▶ [WORK ORDER]: For the entries below, the result should be an exact transcription of the lines from the one with "display:grid; grid-template-columns:32px 1fr" up to and including the one with "font-size:16px; font-style:normal; color:var(--muted)", and only those.

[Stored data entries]
════
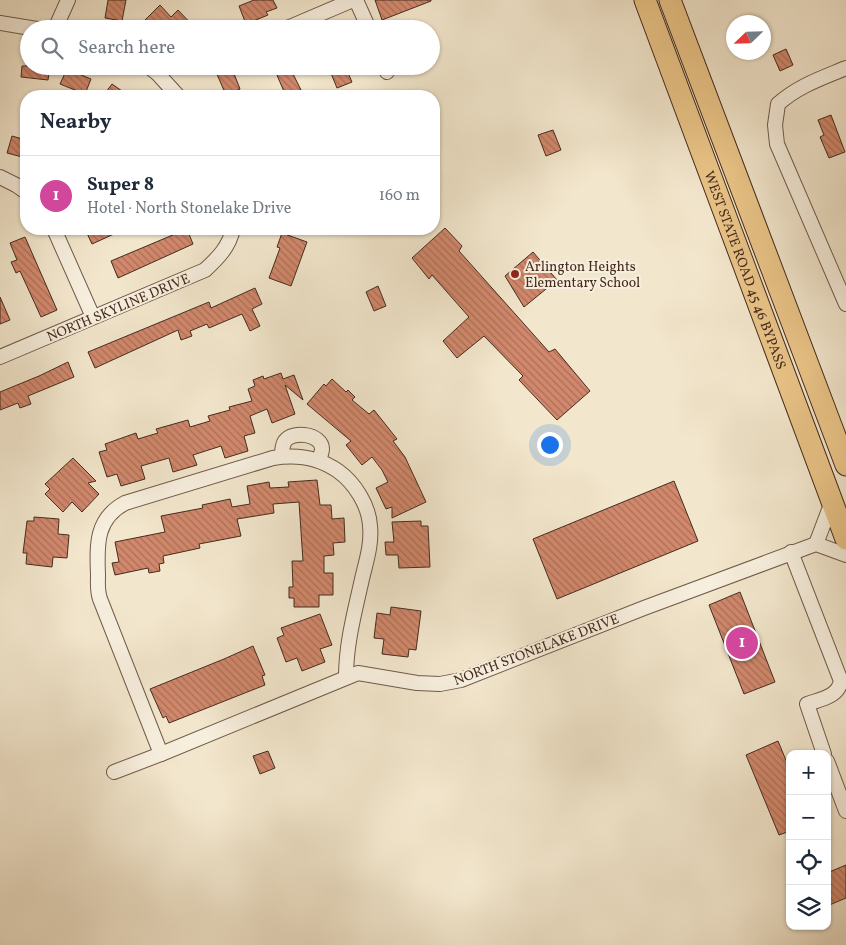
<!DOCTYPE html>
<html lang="en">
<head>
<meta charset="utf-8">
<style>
	:root { --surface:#fff; --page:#f6f6f7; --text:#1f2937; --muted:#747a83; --line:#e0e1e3; --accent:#8f2418 }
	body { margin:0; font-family:Vollkorn,serif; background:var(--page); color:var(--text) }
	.controls { position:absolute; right:15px; bottom:15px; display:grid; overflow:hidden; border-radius:10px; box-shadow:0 1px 4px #0004 }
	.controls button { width:45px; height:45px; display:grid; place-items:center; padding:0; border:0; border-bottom:1px solid var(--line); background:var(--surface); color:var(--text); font:25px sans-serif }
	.compass { position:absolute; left:726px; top:15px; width:45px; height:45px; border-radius:50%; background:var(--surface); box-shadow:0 1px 4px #0004; rotate:247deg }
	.you { position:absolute; left:549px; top:444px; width:18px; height:18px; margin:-12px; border:4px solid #fff; border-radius:50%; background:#1a73e8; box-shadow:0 0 0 8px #1a73e833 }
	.badge { display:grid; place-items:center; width:32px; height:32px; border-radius:50%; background:var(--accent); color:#fff; font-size:16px; font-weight:700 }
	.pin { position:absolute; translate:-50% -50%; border:2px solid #fff; box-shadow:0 1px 5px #0006 }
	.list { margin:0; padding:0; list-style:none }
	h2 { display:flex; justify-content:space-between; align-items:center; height:65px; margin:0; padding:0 20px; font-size:21px }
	h2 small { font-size:16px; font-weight:400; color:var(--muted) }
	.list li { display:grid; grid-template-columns:32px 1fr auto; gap:15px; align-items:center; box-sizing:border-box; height:80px; padding:0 20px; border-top:1px solid var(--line) }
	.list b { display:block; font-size:19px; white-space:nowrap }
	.list p { margin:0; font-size:16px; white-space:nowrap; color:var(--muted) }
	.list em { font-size:16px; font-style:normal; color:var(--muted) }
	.icon { flex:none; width:28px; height:28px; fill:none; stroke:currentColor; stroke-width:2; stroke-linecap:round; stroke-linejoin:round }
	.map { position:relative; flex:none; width:846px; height:945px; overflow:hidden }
	.search { position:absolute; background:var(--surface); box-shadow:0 1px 4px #0004; left:20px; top:20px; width:420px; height:55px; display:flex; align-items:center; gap:12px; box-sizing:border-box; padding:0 18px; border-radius:28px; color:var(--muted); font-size:19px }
	.panel { position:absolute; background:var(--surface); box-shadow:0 1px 4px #0004; left:20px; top:90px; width:420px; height:145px; border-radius:20px }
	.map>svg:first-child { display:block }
	.building { fill:url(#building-back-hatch); stroke:#452b1e }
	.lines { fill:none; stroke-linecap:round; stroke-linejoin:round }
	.minor-casing { stroke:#705a4a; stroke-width:16 }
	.highway-casing { stroke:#452b1e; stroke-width:23 }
	.minor { stroke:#f7efde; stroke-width:14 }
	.highway { stroke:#e9c386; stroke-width:21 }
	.poi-dot { fill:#8f2418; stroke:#f7efde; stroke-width:2 }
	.labels { text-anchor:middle; stroke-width:4; stroke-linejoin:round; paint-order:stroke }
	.poi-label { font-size:14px; fill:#452b1e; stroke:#f7efde; text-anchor:start }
	.street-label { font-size:14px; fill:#452b1e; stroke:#f7efde }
</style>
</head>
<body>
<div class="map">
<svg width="846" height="945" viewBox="0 0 846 945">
	<defs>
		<pattern id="building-back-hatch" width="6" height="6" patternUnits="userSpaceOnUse" patternTransform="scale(1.25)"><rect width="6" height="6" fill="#d1886c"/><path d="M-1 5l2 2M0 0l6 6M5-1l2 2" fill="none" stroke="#ab6f58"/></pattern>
	</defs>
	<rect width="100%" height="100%" fill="#f2e6cc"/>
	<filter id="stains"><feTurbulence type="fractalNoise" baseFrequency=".004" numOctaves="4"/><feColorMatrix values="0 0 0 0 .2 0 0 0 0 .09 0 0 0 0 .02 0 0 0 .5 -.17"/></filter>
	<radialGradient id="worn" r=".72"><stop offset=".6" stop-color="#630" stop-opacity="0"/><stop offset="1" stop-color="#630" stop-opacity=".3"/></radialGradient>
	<g class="building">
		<path d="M108,0H126L122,21L105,18Z"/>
		<path d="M254,0H273L277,8L266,12L268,15L246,24L239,6Z"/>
		<path d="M375,0H431V1L382,20Z"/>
		<path d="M160,5L171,17L178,10L196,29H175L171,24L166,29H152L144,21Z"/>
		<path d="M786,49L793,65L780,71L773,55Z"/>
		<path d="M22,66H50L48,80L21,77Z"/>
		<path d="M231,66L240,89L226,95L216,72Z"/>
		<path d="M273,66H289L304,96H286Z"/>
		<path d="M328,66H345L352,82L337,88Z"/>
		<path d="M67,69L91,79L85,94L60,84Z"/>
		<path d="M112,84L129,96H103Z"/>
		<path d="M831,115L845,152L829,158L820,137L824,135L818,120Z"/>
		<path d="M553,130L561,150L546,156L538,135Z"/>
		<path d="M12,136L26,140V158L7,153Z"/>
		<path d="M445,228L462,246L459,251L549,352L555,349L590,391L557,420L519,380L523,376L484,336L457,358L443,341L469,317L432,275L429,279L412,258Z"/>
		<path d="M85,229H125L92,244Z"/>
		<path d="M187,229L193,244L118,278L111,261Z"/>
		<path d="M282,233L307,242L291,286L269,278L280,248L277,247Z"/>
		<path d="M25,237L57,310L41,317L20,271L16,273L11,262L17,260L10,243Z"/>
		<path d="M533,252L557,280L524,307L505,276Z"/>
		<path d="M378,286L386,306L374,311L366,292Z"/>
		<path d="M255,288L262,304L252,309L260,326L250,331L242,314L209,328L207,324L190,331L192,336L181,340L178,330L95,368L88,352L209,302L211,308Z"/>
		<path d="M0,297L10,320L0,324Z"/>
		<path d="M68,362L74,377L28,396L31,404L20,408L18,403L0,410V392L39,376Z"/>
		<path d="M281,373L283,379L294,375L303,400L285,385L295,414L272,423L267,409L250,416L255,433L244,436L248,451L225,458L221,446L193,455L197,465L173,472L169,458L141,466L145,479L121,486L117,474L107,477L99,452L107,450L105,444L136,433L138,439L158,433L156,429L188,420L190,427L210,421L208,416L230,410L229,407L252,401L248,389L255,386L253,380L263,376L264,379Z"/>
		<path d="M332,379L346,392L348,390L355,397L352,400L369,414L374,410L397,439L393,441L405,457L426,502L392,518V507L386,509L376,488L388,482L382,470L372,457L362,465L346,445L351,441L307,404L324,384L326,386Z"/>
		<path d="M73,458L96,481L88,483L99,494L82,512L72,502L63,512L45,494L50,489L45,484Z"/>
		<path d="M317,480L320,505H331L332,519L344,518L345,542L333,543L334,555L324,556V573H333V595H319V607H294V598H289V587H293L292,561H303L299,502L273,504L274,513L237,519L241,536L199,544L200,548L163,556L164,563L159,564L160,571L149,573L148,568L115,575L112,563L119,562L115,542L165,532L161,516L203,508L202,505L230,499L232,507L250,504L247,486L269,482L270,488L289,487L288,482Z"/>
		<path d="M674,481L698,541L557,599L533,539Z"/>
		<path d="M34,517L59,519L58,534L69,535L67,558L53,557L52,567L26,564L27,553H23L27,521H34Z"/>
		<path d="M421,521V526H428L430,567L399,568L398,555H386L385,542H394L392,522Z"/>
		<path d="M740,592L775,682L744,694L709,605Z"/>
		<path d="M391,607L421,611L416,650L409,649L408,657L382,654L384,639L374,638L377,613L390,615Z"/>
		<path d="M320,614L332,645L320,649L325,662L302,671L297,658L286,662L277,638L284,635L281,628Z"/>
		<path d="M253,646L265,675L262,676L265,685L169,723L166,716L163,718L150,689L224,659Z"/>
		<path d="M778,741L790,770V831L779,835L746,755Z"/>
		<path d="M268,751L275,768L260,774L253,756Z"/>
		<path d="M846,865V898L827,906V873Z"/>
	</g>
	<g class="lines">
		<defs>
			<g id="minor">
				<path d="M356,0L369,29"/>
				<path d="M0,23L37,29"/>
				<path d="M55,29L68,0"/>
				<path d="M285,29L353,0"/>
				<path d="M148,66L158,74L178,96"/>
				<path d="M385,66L387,72"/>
				<path d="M846,68C822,78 798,86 778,104L775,125L777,144L846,304"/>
				<path d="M0,177L16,185L26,192"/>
				<path d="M54,229L93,317"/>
				<path d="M0,357L205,270C218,258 229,247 233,229"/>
				<path d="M282,456C282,452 283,444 285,441C293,430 322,434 322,449C322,452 320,457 319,460"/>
				<path d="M816,544L832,502"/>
				<path d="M791,552L841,681C838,697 821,699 807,704L824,754"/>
				<path d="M161,754L100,599C97,590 98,584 98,575C97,546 95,519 125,503L273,458C297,454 318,457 338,471C355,483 369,506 370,526C372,544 366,562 362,579C355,611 346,643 346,677"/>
				<path d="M827,761L846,811"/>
				<path d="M114,772L161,754L358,673L417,683L440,684L461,680L644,608L816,544L846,555"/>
			</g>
			<g id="highway">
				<path id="s1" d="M645,0L846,539"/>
				<path d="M670,0L846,465"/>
			</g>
		</defs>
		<use href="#minor" class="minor-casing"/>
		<use href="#highway" class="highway-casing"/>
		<use href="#minor" class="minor"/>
		<use href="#highway" class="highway"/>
	</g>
	<circle class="poi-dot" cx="515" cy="274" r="5"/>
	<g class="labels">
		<g class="poi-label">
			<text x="525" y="271">Arlington Heights<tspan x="525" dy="16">Elementary School</tspan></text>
		</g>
		<g class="street-label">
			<text dy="5" stroke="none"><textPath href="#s1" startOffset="288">WEST STATE ROAD 45 46 BYPASS</textPath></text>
			<text transform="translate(118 307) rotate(-23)" y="5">NORTH SKYLINE DRIVE</text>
			<text transform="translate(536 649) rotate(-21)" y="5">NORTH STONELAKE DRIVE</text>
		</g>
	</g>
	<rect width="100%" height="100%" filter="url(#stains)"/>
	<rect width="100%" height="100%" fill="url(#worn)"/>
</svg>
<div class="controls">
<button>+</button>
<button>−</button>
<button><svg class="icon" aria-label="locate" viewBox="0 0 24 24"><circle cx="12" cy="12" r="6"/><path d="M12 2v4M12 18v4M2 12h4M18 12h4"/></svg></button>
<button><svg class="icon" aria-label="layers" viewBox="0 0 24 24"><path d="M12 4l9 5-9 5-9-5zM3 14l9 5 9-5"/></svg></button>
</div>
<svg class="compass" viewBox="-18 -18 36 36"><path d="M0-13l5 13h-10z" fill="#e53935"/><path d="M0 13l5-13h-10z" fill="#747a83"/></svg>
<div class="you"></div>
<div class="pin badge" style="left:742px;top:643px;background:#d1479c">1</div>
<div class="search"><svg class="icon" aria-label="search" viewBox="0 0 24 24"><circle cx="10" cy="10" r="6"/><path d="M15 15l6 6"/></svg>Search here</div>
<section class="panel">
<h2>Nearby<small></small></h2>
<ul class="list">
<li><span class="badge" style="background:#d1479c">1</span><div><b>Super 8</b><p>Hotel · North Stonelake Drive</p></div><em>160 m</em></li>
</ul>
</section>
</div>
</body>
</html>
════
▶ [YOUR SOLUTION]:
	.list li { display:grid; grid-template-columns:32px 1fr auto; gap:15px; align-items:center; box-sizing:border-box; height:80px; padding:0 20px; border-top:1px solid var(--line) }
	.list b { display:block; font-size:19px; white-space:nowrap }
	.list p { margin:0; font-size:16px; white-space:nowrap; color:var(--muted) }
	.list em { font-size:16px; font-style:normal; color:var(--muted) }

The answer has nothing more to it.